> [What is required] The word "strokeStyle" marks the lines to keep; find each one in the data and copy it.

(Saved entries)
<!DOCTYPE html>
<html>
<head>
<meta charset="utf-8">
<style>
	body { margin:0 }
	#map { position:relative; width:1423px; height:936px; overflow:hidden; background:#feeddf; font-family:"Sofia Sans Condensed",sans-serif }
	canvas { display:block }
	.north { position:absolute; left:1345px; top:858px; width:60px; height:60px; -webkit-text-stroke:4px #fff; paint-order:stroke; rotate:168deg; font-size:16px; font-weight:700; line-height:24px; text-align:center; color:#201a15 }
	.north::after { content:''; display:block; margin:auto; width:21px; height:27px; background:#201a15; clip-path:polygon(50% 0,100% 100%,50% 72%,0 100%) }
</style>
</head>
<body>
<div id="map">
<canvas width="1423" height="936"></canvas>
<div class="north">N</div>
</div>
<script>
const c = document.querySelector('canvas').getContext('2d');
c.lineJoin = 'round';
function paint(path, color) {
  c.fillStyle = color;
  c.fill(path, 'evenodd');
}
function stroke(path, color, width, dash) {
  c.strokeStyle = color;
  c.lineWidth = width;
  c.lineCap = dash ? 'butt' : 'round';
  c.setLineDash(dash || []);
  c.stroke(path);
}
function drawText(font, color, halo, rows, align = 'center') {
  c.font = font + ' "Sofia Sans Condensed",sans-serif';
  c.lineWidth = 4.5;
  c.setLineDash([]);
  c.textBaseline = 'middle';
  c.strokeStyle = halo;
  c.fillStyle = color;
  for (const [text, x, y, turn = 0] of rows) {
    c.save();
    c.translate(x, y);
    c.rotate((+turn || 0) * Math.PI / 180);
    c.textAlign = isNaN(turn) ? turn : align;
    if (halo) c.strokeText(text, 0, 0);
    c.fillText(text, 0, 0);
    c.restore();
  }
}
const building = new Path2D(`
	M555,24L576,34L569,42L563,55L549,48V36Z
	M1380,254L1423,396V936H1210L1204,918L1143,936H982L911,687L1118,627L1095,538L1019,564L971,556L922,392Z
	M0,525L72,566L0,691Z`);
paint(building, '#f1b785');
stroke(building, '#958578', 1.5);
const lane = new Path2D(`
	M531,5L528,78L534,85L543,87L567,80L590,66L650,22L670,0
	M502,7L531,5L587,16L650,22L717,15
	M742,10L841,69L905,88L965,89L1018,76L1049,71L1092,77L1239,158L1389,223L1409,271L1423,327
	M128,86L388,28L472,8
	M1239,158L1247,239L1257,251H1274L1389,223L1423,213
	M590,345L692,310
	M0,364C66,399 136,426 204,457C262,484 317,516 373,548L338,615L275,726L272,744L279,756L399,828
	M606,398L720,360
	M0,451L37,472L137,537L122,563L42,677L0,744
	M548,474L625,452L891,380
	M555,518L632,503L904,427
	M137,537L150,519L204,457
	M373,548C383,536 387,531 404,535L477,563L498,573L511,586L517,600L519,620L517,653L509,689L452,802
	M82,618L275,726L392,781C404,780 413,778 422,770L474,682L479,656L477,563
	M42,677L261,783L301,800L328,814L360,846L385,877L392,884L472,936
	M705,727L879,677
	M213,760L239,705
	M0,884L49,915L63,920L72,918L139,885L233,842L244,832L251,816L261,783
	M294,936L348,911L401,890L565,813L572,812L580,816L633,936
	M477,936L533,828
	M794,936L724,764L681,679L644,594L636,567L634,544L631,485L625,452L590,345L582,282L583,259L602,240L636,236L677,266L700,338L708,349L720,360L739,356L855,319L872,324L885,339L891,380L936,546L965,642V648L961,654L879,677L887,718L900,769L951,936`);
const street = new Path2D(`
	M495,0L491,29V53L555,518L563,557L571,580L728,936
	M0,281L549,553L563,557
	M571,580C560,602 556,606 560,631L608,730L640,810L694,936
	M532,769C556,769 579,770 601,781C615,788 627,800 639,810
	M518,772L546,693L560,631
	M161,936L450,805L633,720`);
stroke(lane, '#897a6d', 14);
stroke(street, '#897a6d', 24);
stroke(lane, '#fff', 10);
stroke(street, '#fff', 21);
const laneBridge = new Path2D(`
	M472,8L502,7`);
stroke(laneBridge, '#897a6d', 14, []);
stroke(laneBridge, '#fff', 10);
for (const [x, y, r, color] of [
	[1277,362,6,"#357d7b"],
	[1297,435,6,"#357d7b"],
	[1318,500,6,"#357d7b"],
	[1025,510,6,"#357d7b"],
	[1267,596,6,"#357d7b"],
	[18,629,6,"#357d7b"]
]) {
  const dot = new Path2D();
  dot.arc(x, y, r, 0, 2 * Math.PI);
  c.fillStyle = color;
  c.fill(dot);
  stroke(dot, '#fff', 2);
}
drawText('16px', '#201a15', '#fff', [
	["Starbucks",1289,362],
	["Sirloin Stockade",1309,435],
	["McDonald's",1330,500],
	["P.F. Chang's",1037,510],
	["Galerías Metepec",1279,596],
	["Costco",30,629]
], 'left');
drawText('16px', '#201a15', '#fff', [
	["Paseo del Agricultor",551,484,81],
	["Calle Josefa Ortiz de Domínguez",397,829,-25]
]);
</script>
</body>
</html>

> [Solved exercise]
  c.strokeStyle = color;
  c.strokeStyle = halo;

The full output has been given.